The U.S. House Committee on Ethics announced an investigation Monday into allegations that Cawthorn, 26, "improperly promoted a cryptocurrency in which he may have had an undisclosed financial interest" and "engaged in an improper relationship with an individual employed on his congressional staff," according to a press release.

The announcement, which notes that the inquiry "does not itself indicate that any violation has occurred, or reflect any judgment on behalf of the Committee," comes after a string of scandals involving the youngest serving member of Congress preceded Republican voters' rejection of Cawthorn at the polls.

Sen. Thom Tillis — who backed Cawthorn's primary opponent, state Sen. Chuck Edwards — called for the committee to investigate the allegation of insider trading of a cryptocurrency reported by The Washington Examiner.

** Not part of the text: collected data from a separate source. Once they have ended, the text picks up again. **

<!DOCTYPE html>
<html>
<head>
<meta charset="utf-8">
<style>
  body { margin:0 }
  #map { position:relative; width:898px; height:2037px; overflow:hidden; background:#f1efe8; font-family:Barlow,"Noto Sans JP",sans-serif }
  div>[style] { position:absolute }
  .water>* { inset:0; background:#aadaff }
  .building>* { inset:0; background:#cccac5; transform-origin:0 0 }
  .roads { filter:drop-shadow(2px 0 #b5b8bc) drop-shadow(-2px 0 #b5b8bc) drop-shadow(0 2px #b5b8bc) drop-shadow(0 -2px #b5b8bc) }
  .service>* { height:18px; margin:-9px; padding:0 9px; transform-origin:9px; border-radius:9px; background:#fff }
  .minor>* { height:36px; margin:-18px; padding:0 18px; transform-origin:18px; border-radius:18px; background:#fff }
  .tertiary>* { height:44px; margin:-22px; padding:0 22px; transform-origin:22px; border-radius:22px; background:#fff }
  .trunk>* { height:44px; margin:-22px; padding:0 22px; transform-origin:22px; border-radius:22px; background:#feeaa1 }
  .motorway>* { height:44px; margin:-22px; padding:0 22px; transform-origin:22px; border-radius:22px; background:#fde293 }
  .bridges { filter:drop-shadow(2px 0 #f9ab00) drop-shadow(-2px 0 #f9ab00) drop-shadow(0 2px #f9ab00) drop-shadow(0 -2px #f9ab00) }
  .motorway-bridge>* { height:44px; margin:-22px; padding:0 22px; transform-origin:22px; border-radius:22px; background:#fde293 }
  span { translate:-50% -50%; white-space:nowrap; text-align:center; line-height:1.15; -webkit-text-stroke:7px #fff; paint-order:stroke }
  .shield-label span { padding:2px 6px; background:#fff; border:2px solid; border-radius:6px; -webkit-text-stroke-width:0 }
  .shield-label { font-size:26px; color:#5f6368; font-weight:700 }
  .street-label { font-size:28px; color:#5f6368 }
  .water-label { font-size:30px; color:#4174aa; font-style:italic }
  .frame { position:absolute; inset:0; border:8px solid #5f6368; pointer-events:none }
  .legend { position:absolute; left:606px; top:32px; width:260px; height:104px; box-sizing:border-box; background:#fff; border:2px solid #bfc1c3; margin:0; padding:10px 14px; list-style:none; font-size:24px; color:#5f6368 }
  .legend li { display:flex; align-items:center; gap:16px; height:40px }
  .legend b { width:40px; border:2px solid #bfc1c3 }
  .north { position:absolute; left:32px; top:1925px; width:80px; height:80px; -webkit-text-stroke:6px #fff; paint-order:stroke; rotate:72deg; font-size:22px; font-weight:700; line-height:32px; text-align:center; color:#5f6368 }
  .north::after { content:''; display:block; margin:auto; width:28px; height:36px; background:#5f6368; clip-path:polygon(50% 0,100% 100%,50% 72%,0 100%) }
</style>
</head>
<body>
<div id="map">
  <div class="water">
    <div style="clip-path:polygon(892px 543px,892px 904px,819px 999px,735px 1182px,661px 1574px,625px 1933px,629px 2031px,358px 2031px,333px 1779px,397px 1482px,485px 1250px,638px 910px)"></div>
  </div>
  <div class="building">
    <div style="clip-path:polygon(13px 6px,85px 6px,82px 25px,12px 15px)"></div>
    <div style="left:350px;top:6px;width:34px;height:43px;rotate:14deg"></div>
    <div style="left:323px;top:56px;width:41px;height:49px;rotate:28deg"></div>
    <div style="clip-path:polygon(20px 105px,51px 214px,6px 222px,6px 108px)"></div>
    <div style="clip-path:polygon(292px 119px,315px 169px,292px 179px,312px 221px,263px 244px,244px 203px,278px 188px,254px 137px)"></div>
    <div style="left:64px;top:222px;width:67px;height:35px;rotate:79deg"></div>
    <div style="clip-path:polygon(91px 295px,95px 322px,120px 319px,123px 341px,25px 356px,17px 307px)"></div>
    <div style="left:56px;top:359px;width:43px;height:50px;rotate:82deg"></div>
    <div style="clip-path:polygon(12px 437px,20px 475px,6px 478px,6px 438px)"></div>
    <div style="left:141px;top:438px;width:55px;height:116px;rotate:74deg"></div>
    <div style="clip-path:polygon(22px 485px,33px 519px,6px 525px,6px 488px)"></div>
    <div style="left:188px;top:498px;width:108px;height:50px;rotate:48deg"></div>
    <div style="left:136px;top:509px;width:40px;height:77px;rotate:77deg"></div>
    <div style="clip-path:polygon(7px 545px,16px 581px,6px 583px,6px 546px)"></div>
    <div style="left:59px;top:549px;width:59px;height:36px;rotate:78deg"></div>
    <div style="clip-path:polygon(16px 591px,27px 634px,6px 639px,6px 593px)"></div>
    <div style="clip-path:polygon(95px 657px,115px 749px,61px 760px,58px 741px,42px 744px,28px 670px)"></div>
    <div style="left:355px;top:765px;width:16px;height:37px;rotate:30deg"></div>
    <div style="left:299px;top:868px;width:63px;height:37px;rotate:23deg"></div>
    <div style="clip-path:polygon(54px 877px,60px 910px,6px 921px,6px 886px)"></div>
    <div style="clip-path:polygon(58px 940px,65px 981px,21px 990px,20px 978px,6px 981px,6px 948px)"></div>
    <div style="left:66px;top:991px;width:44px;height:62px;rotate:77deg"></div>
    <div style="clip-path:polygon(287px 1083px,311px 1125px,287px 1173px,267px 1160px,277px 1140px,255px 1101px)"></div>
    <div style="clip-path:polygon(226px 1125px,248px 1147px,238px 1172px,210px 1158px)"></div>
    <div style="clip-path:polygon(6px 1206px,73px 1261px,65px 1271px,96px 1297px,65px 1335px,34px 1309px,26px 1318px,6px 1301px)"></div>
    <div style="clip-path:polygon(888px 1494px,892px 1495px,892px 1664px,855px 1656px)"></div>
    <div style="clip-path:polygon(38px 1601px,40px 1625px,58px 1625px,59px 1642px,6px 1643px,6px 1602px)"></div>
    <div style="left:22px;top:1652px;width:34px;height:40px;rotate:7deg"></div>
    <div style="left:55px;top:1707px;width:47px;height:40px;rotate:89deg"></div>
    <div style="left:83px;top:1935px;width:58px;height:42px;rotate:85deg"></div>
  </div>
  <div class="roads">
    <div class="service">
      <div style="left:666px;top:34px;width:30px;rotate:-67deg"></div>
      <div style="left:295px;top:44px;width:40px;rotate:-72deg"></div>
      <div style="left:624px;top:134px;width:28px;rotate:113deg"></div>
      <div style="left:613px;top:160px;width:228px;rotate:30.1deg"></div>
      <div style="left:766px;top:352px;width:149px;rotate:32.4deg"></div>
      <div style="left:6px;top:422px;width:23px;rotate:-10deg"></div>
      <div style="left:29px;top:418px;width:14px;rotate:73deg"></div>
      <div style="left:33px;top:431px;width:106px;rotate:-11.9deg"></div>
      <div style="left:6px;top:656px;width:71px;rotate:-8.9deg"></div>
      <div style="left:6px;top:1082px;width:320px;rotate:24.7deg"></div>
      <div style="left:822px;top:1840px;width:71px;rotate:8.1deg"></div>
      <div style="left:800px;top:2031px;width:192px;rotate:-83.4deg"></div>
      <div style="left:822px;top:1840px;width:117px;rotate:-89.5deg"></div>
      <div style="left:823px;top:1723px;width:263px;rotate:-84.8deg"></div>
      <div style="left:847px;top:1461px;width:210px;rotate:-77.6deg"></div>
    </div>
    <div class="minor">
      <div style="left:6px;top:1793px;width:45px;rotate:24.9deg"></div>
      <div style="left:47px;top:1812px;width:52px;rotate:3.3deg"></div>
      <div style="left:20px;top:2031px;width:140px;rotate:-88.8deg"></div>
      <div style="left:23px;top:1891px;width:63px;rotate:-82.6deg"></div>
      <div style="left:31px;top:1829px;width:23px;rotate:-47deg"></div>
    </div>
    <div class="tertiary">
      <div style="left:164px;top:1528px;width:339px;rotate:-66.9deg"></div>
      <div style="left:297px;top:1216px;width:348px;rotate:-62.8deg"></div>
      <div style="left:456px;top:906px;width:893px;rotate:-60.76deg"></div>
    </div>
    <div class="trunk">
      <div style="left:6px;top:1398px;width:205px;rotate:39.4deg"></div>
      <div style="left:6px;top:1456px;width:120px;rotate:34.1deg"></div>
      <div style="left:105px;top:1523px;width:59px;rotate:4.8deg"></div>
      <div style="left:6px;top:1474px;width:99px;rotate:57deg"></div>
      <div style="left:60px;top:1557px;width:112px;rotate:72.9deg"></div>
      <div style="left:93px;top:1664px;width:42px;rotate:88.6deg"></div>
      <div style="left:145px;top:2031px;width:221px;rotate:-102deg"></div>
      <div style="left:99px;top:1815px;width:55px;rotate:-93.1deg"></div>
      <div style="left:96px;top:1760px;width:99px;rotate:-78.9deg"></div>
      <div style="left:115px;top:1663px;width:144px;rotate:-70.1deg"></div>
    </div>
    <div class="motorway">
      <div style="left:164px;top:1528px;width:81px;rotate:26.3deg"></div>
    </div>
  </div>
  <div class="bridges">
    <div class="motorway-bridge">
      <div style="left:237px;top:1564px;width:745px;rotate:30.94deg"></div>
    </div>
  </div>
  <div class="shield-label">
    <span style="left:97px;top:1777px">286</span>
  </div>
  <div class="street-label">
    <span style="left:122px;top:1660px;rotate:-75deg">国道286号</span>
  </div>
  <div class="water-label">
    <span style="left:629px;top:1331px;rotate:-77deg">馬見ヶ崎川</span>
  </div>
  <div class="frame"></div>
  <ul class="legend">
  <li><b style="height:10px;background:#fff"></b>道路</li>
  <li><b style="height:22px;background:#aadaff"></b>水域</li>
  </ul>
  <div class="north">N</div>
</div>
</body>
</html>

Cawthorn commented in December that the currency would "go to the moon," suggesting its price would soar, on an Instagram photo of him with the hedge fund manager who runs the currency, according to the Examiner. The day after he posted the comment, the cryptocurrency announced it had sponsored a race car driver, sending shares soaring more than 75%.

Madison Cawthorn
Rep. Madison Cawthorn. Tom Williams/CQ-Roll Call, Inc via Getty Images

A super PAC committed to opposing Cawthorn also urged an investigation into several matters, including the lawmaker being cited for illegal gun possession after a loaded firearm was reportedly found in his bag at a North Carolina airport and a "relationship with his House employee Mr. Stephen L. Smith," according to a letter the group sent to the committee, which alleges Smith has accepted undisclosed gifts such as free housing and travel from Cawthorn.

Cawthorn's chief of staff Blake Harp told Axios of the investigation, "We welcome the opportunity to prove that Congressman Cawthorn committed no wrongdoing and that he was falsely accused by partisan adversaries for political gain."

"This inquiry is a formality. Our office isn't deterred in the slightest from completing the job the patriots of Western North Carolina sent us to Washington to accomplish," Harp also said, according to the Axios report.

The committee's investigation would likely continue until the end of Cawthorn's term, according to The Washington Post, which also reports it could end sooner if the lawmaker decides to step down.

The House Committee on Ethics also announced it would not pursue an investigation into misdemeanor charges against Cawthorn for driving with a revoked license and speeding.

"The Committee believes that the handling of this matter by local authorities is sufficient given the facts of the matter," the panel said. "The Committee has determined to take no further action in this matter, and upon publication of this Report, considers the matter closed."

House Minority Leader Kevin McCarthy told reporters in March that Cawthorn had "lost his trust" following controversial comments made during a podcast appearance about fellow lawmakers allegedly inviting Cawthorn to participate in orgies while others had done "key bumps of cocaine" in front of him.

Cawthorn said he was "calling out corruption" in the comments and claimed they were then "used by the left and the media to disparage my Republican colleagues and falsely insinuate their involvement in illicit activities."